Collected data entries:
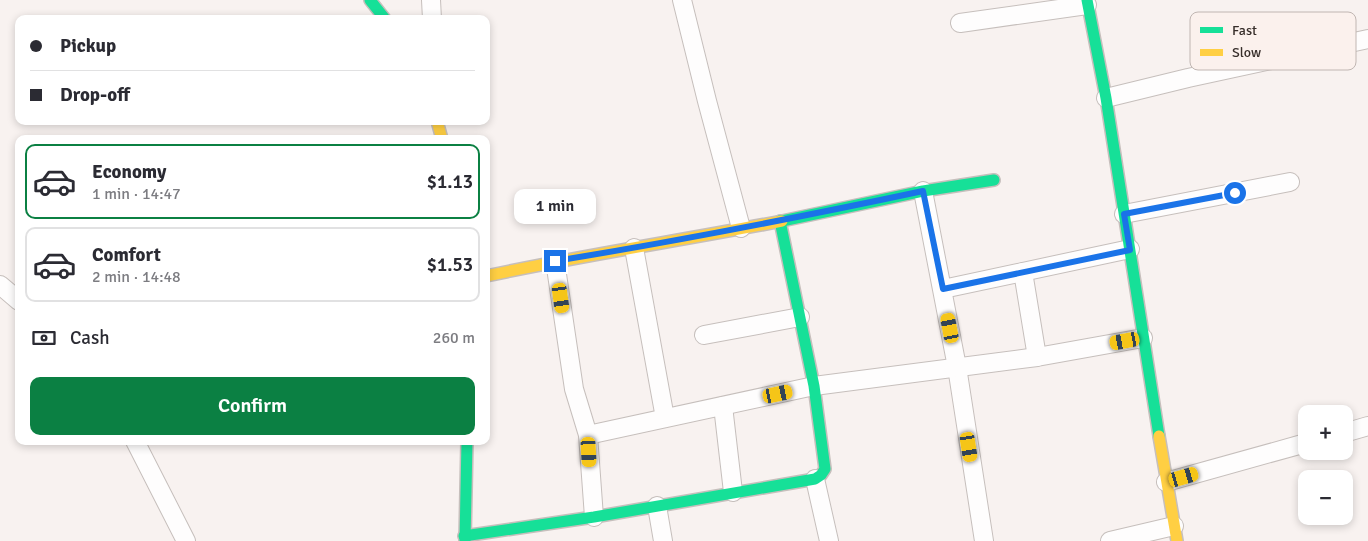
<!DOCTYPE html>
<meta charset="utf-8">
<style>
:root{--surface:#fff;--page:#f2f2f3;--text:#2b2b33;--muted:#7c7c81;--line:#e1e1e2;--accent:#0b8043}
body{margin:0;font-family:Signika,sans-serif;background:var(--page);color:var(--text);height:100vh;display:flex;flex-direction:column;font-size:19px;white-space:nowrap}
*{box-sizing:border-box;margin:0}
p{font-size:16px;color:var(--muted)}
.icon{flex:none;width:28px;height:28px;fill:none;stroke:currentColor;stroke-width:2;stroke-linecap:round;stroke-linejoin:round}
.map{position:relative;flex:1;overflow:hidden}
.sheet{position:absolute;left:15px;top:135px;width:475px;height:310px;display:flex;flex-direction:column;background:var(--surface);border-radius:10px;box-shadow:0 2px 8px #0003}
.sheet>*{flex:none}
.guide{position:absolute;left:15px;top:15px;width:475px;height:110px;border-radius:10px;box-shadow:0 2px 8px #0003;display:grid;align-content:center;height:110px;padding:0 15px;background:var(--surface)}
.buttons{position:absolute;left:1298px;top:405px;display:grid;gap:10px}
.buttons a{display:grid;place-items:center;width:55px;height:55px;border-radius:10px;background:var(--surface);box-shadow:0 2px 8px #0003;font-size:25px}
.end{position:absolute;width:22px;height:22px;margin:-11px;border:6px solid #1a73e8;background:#fff;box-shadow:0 0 0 2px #fff}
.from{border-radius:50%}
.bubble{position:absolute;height:35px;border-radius:10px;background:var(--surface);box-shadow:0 2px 8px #0003;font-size:16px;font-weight:600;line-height:35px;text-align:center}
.car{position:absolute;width:15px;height:30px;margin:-15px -8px;border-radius:6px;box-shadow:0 0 4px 1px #0007;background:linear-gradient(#f5c518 24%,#345 0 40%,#f5c518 0 76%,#345 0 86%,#f5c518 0)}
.guide b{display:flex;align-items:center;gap:18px;height:48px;font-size:19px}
.guide b+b{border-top:1px solid var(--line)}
.guide i{width:12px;height:12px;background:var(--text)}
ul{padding:9px 0 0;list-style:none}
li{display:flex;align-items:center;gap:15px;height:75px;margin:0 10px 8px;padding:0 5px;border:2px solid var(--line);border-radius:10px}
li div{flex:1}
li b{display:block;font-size:19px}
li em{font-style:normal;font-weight:600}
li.selected{border-color:var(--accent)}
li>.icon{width:45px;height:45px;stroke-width:1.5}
.pay{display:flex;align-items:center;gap:12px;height:55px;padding:0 15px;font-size:19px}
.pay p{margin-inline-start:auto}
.primary-button{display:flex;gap:10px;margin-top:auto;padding:10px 15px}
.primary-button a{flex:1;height:58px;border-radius:10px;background:var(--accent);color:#fff;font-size:20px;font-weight:600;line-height:58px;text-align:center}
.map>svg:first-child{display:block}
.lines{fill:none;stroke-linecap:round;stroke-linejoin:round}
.street-casing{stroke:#c6bfbc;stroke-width:20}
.fast-casing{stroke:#c6bfbc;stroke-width:14}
.slow-casing{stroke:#c6bfbc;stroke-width:14}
.street{stroke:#fefdfd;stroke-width:18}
.fast{stroke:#16e098;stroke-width:11}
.slow{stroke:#ffcf43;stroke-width:11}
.route{stroke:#1a73e8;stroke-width:6}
.key{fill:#fbf1ed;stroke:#c0b6b2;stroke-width:1}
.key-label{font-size:14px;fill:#372e2a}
</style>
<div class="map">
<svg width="1368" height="541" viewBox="0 0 1368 541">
<rect width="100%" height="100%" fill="#f8f2f0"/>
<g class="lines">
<g class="street-casing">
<g id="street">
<path d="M431,0L432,19"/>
<path d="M682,0L707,101L741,228"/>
<path d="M960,23L1087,5"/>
<path d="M1106,98L1188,78L1368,39"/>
<path d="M923,191L957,367L984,541"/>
<path d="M1124,214L1290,182"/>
<path d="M634,248L665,418"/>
<path d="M555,261L574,389L588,435L594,517"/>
<path d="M1023,272L1037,357"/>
<path d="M0,285L19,301"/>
<path d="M943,289L1130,249"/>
<path d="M704,335L800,317"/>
<path d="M723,406L733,492"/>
<path d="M1344,433L1368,426"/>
<path d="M588,435L814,386L1037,357L1143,338"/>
<path d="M135,441L186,541"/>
<path d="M815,479L829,541"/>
<path d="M1166,482L1306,443"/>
<path d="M657,506L663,541"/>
<path d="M1110,541L1174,526"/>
</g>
</g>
<g class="fast-casing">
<g id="fast">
<path d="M370,0L385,19"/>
<path d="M1087,0L1106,98L1159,436"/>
<path d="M782,221L923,191L994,180"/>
<path d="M464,536L594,517L815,479L821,475L825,469L814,386L780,221"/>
<path d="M465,541L467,441"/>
</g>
</g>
<g class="slow-casing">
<g id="slow">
<path d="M437,121L442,139"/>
<path d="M486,276C584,255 684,240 782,221"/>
<path d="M1159,436L1177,541"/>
</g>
</g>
<use href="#street" class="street"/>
<use href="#fast" class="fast"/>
<use href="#slow" class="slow"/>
</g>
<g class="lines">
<path class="route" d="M555,261C678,241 801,217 923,191L943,289L1130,250L1124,214L1235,193"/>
</g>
<rect x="1190" y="12" width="166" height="58" rx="8" class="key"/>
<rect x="1200" y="27" width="23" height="6" fill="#16e098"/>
<rect x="1200" y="49" width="23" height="7" fill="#ffcf43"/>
<g class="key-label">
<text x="1232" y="35">Fast</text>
<text x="1232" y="57">Slow</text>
</g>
</svg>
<div class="buttons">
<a>+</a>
<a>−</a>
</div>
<i class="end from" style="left:1235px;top:193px"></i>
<i class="end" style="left:555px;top:261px"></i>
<div class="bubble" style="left:514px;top:189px;width:82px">1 min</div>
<i class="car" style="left:561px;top:298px;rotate:172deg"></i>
<i class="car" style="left:950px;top:328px;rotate:349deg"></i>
<i class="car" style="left:1125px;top:341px;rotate:260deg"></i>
<i class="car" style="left:778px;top:394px;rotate:78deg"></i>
<i class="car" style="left:969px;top:447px;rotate:171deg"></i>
<i class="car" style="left:589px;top:452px;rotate:177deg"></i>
<i class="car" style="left:1184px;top:477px;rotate:74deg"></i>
<div class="guide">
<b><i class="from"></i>Pickup</b>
<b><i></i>Drop-off</b>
</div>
<section class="sheet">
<ul>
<li class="selected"><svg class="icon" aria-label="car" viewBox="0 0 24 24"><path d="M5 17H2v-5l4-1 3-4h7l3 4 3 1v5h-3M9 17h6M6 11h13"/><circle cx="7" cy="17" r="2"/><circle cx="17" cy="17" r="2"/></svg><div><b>Economy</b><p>1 min · 14:47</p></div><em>$1.13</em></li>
<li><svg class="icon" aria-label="car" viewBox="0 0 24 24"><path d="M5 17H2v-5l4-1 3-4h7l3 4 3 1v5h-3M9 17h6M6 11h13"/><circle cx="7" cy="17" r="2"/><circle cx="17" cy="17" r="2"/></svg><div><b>Comfort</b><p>2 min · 14:48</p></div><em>$1.53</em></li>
</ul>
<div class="pay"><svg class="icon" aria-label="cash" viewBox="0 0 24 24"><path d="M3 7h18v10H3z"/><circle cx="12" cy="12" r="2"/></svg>Cash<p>260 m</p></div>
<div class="primary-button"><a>Confirm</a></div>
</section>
</div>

### Your assignment
Check each line of the data above for the string "auto" and report only how many lines have it.

### Exercise response
2